I want to be able to issue shell commands from a gnuplot script, such as setting a variable, but it appears that the system command spawns a new shell instance as opposed to issuing commands to the shell instance which is running the gnuplot script. See the following script where the first line allows assignment of $foo, but the second line cannot access that variable. In this case, $foo is assigned as an arbitrary string as opposed to a reference to the directory, hence the \"

#!/usr/bin/gnuplot -p
system "export foo=\"$HOME/path/to/dir\";echo $foo"
system "echo $foo"
set datafile separator "\t"
#plot "`echo $foo`/bar.dat" using 2:3
plot "<( sed '5p' $foo/bar.dat )" using 2:3
  • 3
    This is the normal behavior of system in various programming languages.
    – Bodo
    Sep 9, 2020 at 16:35

1 Answer 1


You are right: Each system command issues a brand new shell, so the variable set with system "foo=bar" is gone when Gnuplot goes to the following line.
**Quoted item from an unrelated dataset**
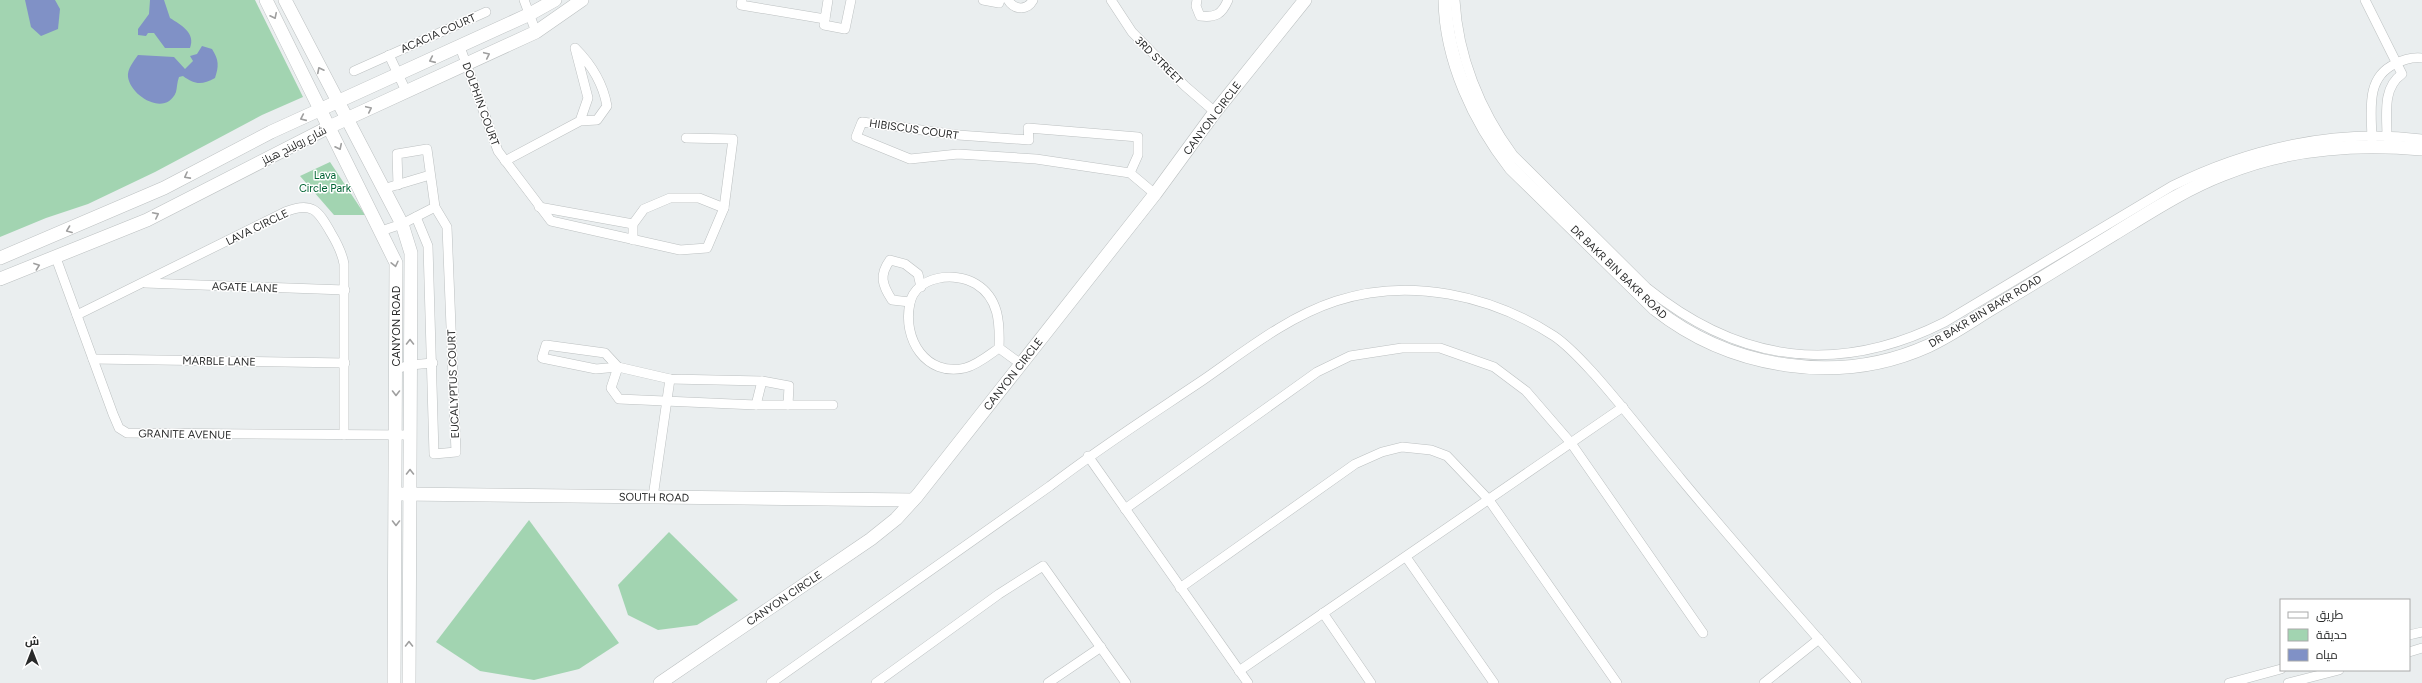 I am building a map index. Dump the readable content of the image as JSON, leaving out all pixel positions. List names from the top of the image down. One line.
{"streets":{"main road":["CANYON CIRCLE","شارع رولينج هيلز","DR BAKR BIN BAKR ROAD","CANYON ROAD","SOUTH ROAD"],"street":["ACACIA COURT","3RD STREET","DOLPHIN COURT","HIBISCUS COURT","LAVA CIRCLE","AGATE LANE","MARBLE LANE","EUCALYPTUS COURT","GRANITE AVENUE"]},"crossings":[["ACACIA COURT","شارع رولينج هيلز"],["3RD STREET","CANYON CIRCLE"],["DOLPHIN COURT","شارع رولينج هيلز"],["CANYON CIRCLE","SOUTH ROAD"],["شارع رولينج هيلز","CANYON ROAD"],["شارع رولينج هيلز","GRANITE AVENUE"],["LAVA CIRCLE","AGATE LANE"],["LAVA CIRCLE","MARBLE LANE"],["LAVA CIRCLE","GRANITE AVENUE"],["CANYON ROAD","EUCALYPTUS COURT"],["CANYON ROAD","GRANITE AVENUE"],["CANYON ROAD","SOUTH ROAD"],["MARBLE LANE","GRANITE AVENUE"]],"parks":["Lava Circle Park"],"legend":["طريق","حديقة","مياه"],"north":"top"}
A very convenient approach in your case is to use here-docs.


gnuplot -p<<EOF
set datafile separator "\t"
plot '<(sed "5p" "$foo"/bar.dat)'

Some notes about the script:

  • sed "5p" file means that all the lines of the file will be plotted, but the 5th line will be duplicated. If you meant to only plot the 5th line, use sed -n "5p" file

  • This calls Gnuplot but is still a shell script, therefore it is better to always quote variables (such as "$foo") to prevent word splitting.

  • 1
    Thank you! The sed command was just to illustrate how this may be useful, I actually meant it to be sed '5q'. On a side note, the <( ) part is of the form of process substitution, but I think this may actually be a gnuplot construct in this case. Try replacing the shebang with #!/bin/dash (if installed) in your script and executing. Now try sed "5p" <( cat "$foo"/bar.dat ) in each dash and bash and see what happens. Sep 9, 2020 at 17:22
  • 1
    @T.ZackCrawford You are welcome! And you are quite right, that is not process substitution but inner workings of Gnuplot, as I have found in the PDF manual. It is so nice that here in Stack we also learn by answering!